The bad news is the reason: Class III prices are falling from well above $20/cwt to the $16 range.
“August should be the last month of the bigger negative PPDs,” says Stephenson. “We’re getting rid of negative PPDs because Class III prices are dropping like a brick.”
The August PPD will still be negative based on advanced Class III prices of $19.45 and Class IV prices of $13.40, says Cropp. But current cheese prices in the $1.70/lb range suggests a Class III price of $16 or less, he says.
The current futures markets are also trading at $16. “Right now, I think the futures might be right, and we could drop a little bit below $16 in September” he says.

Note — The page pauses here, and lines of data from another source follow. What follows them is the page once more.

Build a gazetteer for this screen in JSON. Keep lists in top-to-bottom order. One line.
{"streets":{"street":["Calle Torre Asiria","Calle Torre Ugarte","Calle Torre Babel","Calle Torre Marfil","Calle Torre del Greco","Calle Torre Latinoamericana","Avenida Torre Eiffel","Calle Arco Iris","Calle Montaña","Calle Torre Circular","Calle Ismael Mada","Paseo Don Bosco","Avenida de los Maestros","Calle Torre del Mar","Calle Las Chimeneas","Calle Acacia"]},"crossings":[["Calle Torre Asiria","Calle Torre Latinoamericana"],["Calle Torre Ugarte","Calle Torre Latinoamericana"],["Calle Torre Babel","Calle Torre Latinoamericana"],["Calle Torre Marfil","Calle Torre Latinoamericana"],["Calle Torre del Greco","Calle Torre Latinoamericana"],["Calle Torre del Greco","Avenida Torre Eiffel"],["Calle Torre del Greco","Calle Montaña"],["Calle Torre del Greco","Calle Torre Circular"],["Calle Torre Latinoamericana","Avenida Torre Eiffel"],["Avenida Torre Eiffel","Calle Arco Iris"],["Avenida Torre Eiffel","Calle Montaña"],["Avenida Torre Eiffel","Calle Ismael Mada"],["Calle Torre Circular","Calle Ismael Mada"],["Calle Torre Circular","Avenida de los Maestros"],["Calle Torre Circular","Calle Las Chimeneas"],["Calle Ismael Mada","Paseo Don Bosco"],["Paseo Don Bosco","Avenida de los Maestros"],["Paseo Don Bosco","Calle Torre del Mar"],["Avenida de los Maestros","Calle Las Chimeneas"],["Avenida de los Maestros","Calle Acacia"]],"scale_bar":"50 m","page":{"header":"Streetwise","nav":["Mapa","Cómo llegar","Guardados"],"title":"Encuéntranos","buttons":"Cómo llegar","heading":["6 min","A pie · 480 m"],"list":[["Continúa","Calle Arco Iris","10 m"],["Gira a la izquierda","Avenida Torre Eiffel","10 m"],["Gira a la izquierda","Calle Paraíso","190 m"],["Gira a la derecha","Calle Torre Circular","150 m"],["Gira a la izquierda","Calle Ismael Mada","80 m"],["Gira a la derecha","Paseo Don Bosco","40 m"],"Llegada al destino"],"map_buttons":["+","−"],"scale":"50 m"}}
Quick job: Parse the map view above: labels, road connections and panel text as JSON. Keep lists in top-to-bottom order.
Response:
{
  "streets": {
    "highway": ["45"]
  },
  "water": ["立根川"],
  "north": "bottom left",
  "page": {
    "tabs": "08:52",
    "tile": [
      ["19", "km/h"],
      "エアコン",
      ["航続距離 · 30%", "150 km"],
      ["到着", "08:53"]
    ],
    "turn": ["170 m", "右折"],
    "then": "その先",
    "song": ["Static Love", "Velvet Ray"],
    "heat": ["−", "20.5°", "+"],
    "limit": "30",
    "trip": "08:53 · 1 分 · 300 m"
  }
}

Still, there could be some strength in the Class III market this fall. Two things must happen, says Cropp. First, milk production must slow. That could happen as prices soften. Also, the markets must see some normal, seasonal demand increase in the fall as manufacturers build butter and cheese inventories for year-end holiday buying.
“So we could be in the strong $16s for Class III this fall, and maybe $17 in November,” says Cropp.
But there’s still lots of uncertainty ahead. USDA is forecasting 1.8 to 1.9% production growth next year. “If milk production were that strong, it’s going to take some pretty good exports to maintain prices,” says Cropp.
Stephenson agrees. “It’s hard to see what the long-range forecast is right now,” he says.